DIRECTIONS FOR THIS TASK >> If a line below includes the string "quattordicesimo", copy it.

ENTRIES SHOWN Block Start

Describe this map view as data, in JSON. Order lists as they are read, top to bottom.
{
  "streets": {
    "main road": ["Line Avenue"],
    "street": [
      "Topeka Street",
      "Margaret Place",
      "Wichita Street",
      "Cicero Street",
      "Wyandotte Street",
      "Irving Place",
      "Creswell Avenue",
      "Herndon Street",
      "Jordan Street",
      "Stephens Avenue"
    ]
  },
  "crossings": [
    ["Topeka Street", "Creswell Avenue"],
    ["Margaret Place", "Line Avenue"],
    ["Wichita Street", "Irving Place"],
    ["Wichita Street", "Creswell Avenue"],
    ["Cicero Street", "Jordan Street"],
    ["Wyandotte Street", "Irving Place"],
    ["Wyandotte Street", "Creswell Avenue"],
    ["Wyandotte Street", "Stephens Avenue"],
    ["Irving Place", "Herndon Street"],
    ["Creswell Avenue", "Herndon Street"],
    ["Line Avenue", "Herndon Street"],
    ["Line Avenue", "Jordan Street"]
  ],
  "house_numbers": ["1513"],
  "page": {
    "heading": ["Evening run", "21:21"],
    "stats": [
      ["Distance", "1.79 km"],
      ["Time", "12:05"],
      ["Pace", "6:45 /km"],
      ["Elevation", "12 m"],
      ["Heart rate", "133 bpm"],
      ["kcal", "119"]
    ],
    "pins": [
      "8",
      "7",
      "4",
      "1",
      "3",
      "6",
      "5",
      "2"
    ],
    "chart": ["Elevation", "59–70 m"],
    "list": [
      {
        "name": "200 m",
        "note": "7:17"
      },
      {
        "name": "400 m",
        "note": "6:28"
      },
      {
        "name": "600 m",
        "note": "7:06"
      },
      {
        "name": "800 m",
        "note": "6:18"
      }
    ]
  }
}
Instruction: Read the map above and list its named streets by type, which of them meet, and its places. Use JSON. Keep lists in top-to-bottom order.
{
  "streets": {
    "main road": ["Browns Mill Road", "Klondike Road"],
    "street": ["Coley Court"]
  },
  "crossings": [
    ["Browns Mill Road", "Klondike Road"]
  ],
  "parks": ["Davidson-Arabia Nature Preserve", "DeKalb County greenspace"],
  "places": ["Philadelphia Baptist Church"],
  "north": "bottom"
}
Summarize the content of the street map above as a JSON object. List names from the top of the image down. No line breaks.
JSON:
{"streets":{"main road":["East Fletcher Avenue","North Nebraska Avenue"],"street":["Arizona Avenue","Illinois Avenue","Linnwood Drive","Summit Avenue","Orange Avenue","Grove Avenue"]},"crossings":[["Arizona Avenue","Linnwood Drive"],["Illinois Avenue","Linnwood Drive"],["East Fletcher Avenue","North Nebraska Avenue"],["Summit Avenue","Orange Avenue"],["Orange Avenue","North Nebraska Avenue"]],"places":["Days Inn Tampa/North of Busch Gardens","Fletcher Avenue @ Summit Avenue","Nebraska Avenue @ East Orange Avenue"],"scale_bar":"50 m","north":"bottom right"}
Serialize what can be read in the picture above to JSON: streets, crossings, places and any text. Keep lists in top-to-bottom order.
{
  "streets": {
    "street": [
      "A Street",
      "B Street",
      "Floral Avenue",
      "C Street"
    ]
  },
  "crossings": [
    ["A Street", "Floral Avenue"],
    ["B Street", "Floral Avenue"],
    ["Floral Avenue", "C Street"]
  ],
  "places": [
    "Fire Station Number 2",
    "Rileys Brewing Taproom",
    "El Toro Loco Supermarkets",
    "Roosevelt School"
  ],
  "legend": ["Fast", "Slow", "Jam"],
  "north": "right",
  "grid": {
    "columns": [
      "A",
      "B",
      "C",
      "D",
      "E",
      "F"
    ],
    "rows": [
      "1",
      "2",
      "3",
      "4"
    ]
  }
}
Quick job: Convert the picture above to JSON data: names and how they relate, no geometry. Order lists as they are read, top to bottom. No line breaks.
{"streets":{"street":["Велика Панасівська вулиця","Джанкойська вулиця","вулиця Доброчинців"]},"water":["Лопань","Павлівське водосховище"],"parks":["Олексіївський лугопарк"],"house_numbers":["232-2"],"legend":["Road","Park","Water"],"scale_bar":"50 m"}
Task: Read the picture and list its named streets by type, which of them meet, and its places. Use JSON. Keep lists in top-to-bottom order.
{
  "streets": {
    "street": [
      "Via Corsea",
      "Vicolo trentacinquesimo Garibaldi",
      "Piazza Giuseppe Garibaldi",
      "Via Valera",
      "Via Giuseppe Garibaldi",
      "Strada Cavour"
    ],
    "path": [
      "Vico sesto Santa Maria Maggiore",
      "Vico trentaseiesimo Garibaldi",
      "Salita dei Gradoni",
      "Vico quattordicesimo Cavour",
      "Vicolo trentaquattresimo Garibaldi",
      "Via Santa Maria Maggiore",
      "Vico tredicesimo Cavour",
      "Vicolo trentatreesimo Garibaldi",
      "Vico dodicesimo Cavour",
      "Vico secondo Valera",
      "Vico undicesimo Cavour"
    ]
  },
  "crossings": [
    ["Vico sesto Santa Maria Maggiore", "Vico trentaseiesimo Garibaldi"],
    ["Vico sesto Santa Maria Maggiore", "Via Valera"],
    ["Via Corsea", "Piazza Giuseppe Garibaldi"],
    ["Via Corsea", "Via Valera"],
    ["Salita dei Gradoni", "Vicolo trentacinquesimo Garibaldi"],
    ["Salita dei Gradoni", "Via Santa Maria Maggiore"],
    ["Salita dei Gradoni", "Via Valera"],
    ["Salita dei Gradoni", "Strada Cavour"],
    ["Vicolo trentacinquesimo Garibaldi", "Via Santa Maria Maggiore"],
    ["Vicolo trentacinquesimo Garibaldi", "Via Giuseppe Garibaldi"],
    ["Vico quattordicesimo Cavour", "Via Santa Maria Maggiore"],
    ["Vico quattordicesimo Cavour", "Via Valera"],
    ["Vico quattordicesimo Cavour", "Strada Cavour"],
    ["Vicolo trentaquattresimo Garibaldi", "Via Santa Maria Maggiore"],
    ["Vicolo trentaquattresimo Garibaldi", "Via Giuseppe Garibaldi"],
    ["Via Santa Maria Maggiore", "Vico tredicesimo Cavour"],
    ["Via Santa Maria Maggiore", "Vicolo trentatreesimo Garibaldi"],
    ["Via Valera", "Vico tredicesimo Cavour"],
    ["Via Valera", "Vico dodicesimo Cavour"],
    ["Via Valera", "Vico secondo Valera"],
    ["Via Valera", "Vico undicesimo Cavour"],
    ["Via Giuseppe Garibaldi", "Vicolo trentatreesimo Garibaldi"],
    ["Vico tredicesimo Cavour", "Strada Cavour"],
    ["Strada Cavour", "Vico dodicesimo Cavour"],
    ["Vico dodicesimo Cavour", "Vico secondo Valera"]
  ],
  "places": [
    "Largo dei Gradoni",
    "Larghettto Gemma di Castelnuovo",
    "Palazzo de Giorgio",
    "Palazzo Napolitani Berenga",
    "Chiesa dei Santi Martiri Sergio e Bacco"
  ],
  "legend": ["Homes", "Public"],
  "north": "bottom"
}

ENTRIES SHOWN Block End

RESULT BELOW >>
      "Vico quattordicesimo Cavour",
    ["Vico quattordicesimo Cavour", "Via Santa Maria Maggiore"],
    ["Vico quattordicesimo Cavour", "Via Valera"],
    ["Vico quattordicesimo Cavour", "Strada Cavour"],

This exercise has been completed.